◆ **EXERCISE DATA**:
+++

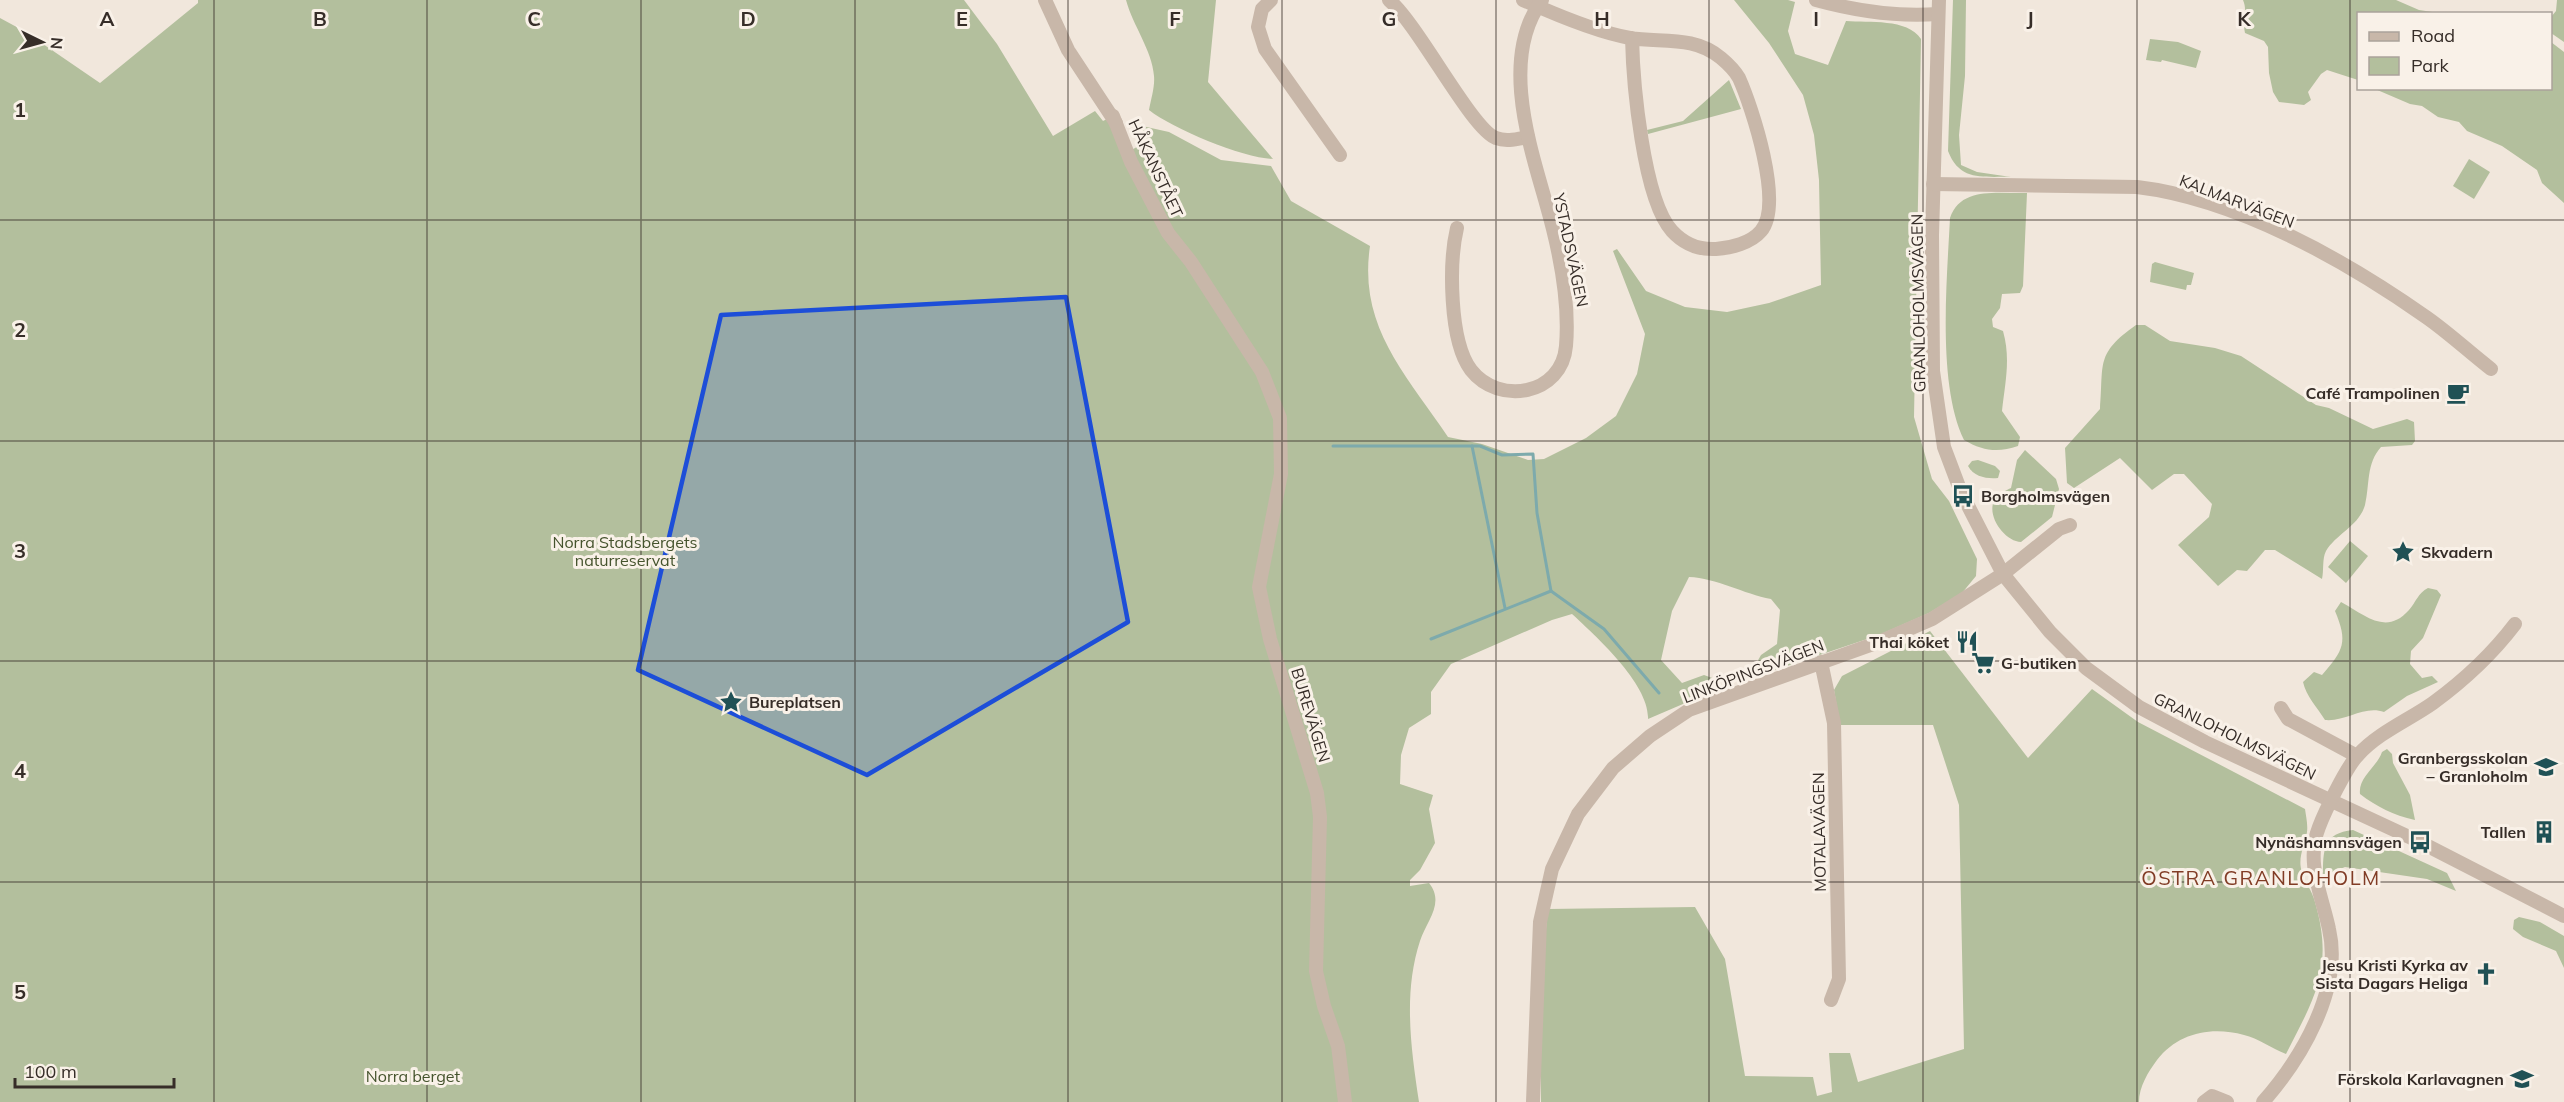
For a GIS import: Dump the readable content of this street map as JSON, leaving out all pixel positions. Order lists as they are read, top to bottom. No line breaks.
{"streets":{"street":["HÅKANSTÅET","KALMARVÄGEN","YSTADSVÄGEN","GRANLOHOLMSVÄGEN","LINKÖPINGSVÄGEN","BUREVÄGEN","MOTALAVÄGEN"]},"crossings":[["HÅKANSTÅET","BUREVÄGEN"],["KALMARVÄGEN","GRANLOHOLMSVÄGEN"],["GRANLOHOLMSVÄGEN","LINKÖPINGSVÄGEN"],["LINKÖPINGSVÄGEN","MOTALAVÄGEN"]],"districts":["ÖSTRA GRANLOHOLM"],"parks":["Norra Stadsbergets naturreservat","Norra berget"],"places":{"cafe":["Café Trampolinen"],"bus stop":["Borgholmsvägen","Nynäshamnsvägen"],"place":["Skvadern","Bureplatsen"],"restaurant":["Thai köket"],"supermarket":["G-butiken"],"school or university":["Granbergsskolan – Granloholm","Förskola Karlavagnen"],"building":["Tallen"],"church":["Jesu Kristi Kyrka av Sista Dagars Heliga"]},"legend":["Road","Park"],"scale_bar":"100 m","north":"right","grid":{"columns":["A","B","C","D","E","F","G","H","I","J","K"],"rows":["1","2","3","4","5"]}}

+++

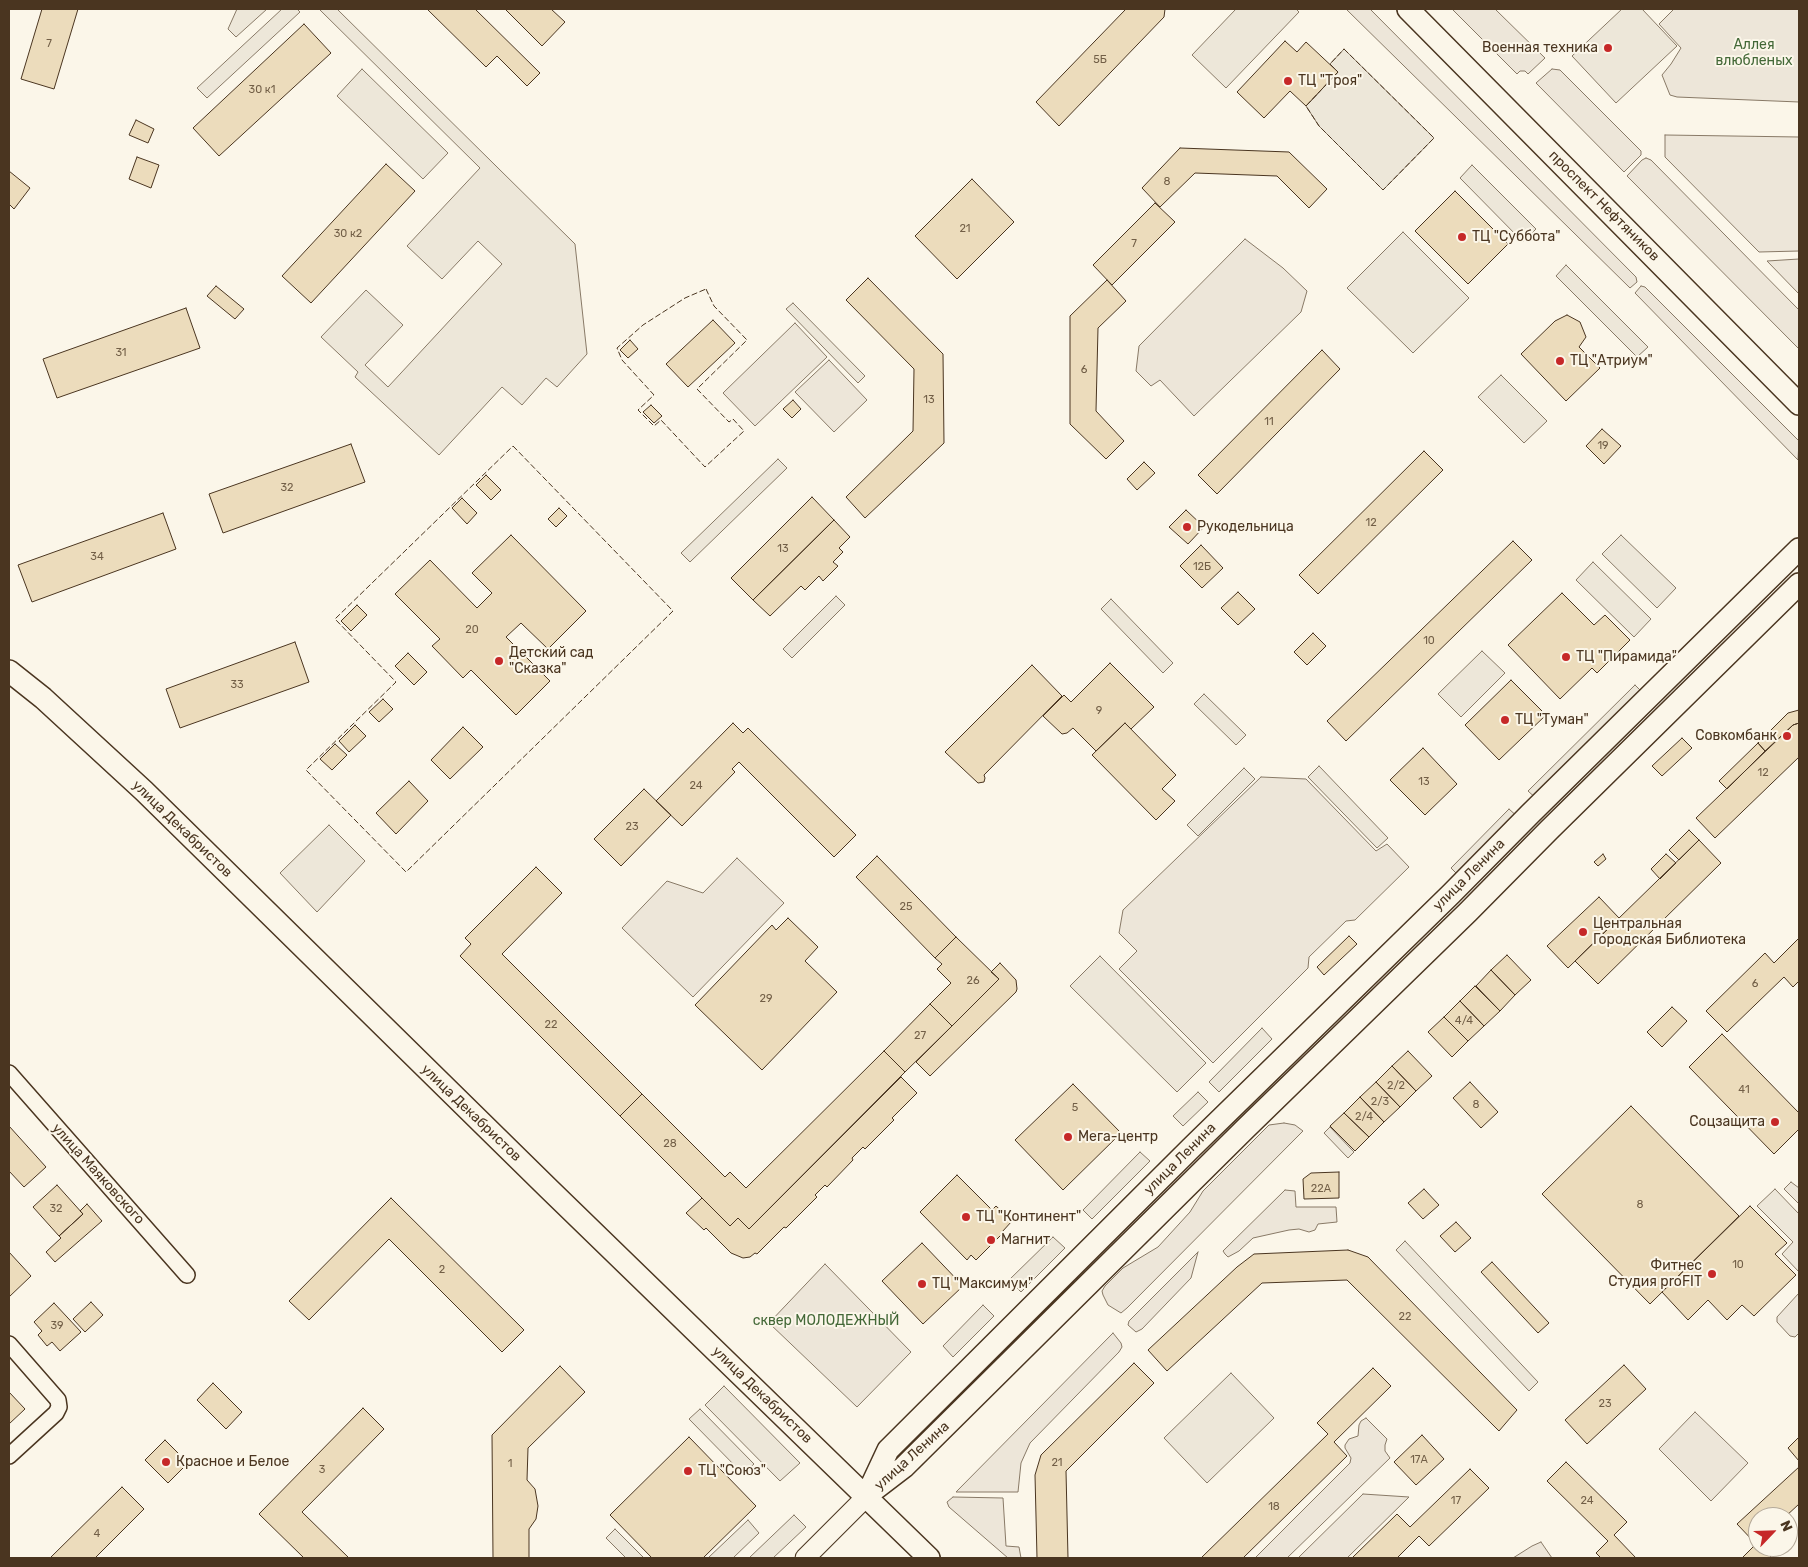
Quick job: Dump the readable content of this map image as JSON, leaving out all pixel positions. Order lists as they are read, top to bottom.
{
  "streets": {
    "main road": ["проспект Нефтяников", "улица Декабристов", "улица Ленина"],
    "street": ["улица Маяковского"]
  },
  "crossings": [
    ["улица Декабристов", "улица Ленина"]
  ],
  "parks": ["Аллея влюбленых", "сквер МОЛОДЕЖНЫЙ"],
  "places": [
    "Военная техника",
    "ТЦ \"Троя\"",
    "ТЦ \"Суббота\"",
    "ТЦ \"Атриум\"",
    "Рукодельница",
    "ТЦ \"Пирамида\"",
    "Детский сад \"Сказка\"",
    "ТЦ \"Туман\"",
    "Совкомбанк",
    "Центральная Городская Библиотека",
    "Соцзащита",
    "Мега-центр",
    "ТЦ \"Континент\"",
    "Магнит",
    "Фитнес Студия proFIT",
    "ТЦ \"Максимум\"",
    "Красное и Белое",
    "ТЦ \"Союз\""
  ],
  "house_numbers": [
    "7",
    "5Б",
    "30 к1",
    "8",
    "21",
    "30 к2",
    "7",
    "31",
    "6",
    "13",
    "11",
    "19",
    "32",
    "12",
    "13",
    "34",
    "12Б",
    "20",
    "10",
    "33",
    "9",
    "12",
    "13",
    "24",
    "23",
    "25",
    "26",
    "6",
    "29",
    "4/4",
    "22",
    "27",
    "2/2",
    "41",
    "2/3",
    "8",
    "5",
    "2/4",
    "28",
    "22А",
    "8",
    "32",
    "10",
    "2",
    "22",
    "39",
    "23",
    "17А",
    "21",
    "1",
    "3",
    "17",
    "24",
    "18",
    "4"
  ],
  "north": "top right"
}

+++

◆ **EXERCISE INSTRUCTIONS**:
Could you find every line in the records above that has the string "Ленина" and copy it?

◆ **EXERCISE ANSWER**:
    "main road": ["проспект Нефтяников", "улица Декабристов", "улица Ленина"],
    ["улица Декабристов", "улица Ленина"]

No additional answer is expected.